- [Task details]
Read the lines of the data below and retrieve those with "rows".

[Records — start]

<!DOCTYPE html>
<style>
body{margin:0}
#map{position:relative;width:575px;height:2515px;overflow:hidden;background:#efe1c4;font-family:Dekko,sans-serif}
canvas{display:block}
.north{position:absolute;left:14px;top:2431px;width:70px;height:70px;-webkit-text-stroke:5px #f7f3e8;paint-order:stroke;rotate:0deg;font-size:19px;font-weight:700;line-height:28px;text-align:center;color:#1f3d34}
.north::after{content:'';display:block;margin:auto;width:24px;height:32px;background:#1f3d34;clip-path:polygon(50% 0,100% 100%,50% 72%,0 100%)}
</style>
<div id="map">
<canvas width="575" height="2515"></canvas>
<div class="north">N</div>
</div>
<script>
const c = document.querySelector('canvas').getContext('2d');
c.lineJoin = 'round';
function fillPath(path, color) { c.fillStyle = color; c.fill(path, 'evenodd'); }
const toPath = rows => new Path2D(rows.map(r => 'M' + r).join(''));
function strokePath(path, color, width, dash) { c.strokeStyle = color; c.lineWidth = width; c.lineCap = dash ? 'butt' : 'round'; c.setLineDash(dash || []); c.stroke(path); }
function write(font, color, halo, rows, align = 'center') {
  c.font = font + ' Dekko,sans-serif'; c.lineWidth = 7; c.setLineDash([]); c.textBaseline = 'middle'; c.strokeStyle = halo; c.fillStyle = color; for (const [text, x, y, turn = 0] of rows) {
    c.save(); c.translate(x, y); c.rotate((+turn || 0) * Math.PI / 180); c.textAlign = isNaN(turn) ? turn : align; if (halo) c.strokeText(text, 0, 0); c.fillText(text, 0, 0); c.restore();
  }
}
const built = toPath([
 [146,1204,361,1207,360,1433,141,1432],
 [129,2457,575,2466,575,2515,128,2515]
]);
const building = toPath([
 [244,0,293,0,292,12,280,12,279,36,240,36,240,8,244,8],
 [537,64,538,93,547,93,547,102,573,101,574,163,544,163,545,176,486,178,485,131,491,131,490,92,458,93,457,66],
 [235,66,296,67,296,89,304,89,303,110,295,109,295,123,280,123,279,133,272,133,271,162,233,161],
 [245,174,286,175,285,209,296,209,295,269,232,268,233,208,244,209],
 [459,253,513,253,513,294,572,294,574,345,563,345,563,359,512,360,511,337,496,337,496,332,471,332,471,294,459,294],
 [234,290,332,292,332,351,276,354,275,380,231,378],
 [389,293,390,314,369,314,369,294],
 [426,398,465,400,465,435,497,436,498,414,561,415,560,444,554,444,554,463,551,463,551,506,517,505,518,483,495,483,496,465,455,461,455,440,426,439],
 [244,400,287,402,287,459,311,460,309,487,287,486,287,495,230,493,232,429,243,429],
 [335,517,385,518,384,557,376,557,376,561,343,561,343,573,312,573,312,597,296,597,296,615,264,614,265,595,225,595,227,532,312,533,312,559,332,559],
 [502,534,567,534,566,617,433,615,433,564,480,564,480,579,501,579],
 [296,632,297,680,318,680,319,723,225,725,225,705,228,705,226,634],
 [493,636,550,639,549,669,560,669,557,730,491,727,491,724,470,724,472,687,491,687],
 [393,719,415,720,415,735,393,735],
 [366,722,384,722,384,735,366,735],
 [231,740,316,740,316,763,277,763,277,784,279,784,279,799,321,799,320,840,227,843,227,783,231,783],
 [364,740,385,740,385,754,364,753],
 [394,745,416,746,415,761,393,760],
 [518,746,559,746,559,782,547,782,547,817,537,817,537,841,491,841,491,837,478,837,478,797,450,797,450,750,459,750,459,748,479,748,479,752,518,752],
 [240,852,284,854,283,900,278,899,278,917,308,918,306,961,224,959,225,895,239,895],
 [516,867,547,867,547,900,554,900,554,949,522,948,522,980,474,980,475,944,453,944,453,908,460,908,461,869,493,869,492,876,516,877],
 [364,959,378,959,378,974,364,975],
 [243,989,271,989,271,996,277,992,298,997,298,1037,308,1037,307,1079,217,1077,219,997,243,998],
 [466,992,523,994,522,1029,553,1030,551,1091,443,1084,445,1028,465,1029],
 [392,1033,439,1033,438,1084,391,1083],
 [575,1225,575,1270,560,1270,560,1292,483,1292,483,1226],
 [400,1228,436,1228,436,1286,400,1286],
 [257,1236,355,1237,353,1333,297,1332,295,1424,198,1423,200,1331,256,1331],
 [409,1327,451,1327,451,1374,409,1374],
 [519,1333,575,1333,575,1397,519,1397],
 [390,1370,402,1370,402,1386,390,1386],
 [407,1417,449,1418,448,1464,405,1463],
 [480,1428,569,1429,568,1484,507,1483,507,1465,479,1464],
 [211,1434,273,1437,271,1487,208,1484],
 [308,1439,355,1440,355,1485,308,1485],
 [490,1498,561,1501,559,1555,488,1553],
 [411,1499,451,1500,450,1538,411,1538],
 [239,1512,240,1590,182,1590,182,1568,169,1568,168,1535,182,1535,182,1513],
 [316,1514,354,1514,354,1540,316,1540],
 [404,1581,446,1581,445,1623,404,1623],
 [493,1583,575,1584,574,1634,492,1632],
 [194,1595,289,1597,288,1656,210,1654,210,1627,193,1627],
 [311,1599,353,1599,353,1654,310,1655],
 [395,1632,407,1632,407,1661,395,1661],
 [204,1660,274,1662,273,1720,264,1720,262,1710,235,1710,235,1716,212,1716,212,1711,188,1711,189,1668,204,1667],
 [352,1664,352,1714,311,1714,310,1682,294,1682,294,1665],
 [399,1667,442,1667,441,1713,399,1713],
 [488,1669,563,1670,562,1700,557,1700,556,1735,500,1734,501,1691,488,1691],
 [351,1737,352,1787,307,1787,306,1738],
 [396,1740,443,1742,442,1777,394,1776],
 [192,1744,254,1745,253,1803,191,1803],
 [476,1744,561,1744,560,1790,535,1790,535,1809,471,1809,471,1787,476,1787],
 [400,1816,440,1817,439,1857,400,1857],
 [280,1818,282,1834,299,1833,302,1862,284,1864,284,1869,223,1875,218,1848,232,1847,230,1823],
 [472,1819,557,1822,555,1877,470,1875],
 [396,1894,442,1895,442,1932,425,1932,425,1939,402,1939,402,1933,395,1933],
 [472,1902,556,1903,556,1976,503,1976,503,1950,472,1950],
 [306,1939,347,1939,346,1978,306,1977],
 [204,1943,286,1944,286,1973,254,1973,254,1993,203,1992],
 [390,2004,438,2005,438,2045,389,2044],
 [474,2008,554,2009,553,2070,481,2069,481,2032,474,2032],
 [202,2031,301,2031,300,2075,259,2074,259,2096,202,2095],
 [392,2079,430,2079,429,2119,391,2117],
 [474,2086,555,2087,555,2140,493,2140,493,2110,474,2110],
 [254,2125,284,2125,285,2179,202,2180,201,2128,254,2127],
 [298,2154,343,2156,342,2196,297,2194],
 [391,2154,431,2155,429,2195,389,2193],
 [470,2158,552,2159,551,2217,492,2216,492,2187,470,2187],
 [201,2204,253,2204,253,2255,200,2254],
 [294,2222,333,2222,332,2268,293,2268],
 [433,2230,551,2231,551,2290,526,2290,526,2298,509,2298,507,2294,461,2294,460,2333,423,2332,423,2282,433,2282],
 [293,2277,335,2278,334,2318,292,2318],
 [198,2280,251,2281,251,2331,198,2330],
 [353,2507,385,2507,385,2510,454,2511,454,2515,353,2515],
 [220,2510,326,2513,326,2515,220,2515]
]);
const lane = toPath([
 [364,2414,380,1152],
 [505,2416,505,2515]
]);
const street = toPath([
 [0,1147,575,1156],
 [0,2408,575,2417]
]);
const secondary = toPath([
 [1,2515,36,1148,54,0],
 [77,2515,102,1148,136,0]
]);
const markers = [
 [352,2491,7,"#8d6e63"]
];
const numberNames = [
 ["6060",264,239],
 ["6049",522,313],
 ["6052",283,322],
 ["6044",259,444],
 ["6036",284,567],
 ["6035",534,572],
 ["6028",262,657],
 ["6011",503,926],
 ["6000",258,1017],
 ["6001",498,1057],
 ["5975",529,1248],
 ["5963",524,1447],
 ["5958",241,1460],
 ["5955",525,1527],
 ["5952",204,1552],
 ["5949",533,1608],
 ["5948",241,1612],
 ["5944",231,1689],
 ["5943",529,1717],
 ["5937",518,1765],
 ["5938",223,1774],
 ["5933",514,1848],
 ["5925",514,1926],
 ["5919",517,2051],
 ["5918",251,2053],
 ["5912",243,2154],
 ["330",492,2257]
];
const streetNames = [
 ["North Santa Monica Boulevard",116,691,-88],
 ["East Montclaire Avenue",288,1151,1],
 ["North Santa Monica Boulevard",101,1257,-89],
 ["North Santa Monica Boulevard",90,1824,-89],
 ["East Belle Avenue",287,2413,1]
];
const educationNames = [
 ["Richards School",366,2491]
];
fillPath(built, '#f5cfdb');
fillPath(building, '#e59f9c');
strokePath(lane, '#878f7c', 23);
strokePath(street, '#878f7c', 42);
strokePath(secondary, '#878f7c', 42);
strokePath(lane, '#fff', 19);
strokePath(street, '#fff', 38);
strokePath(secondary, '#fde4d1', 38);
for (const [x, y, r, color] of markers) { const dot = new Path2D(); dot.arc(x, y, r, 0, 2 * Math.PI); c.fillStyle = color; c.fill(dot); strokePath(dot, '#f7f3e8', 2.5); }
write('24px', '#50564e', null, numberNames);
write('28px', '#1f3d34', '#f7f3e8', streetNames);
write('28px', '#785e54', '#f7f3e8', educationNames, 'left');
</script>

[Records — finish]

- [Exercise solution]
const toPath = rows => new Path2D(rows.map(r => 'M' + r).join(''));
function write(font, color, halo, rows, align = 'center') {
  c.font = font + ' Dekko,sans-serif'; c.lineWidth = 7; c.setLineDash([]); c.textBaseline = 'middle'; c.strokeStyle = halo; c.fillStyle = color; for (const [text, x, y, turn = 0] of rows) {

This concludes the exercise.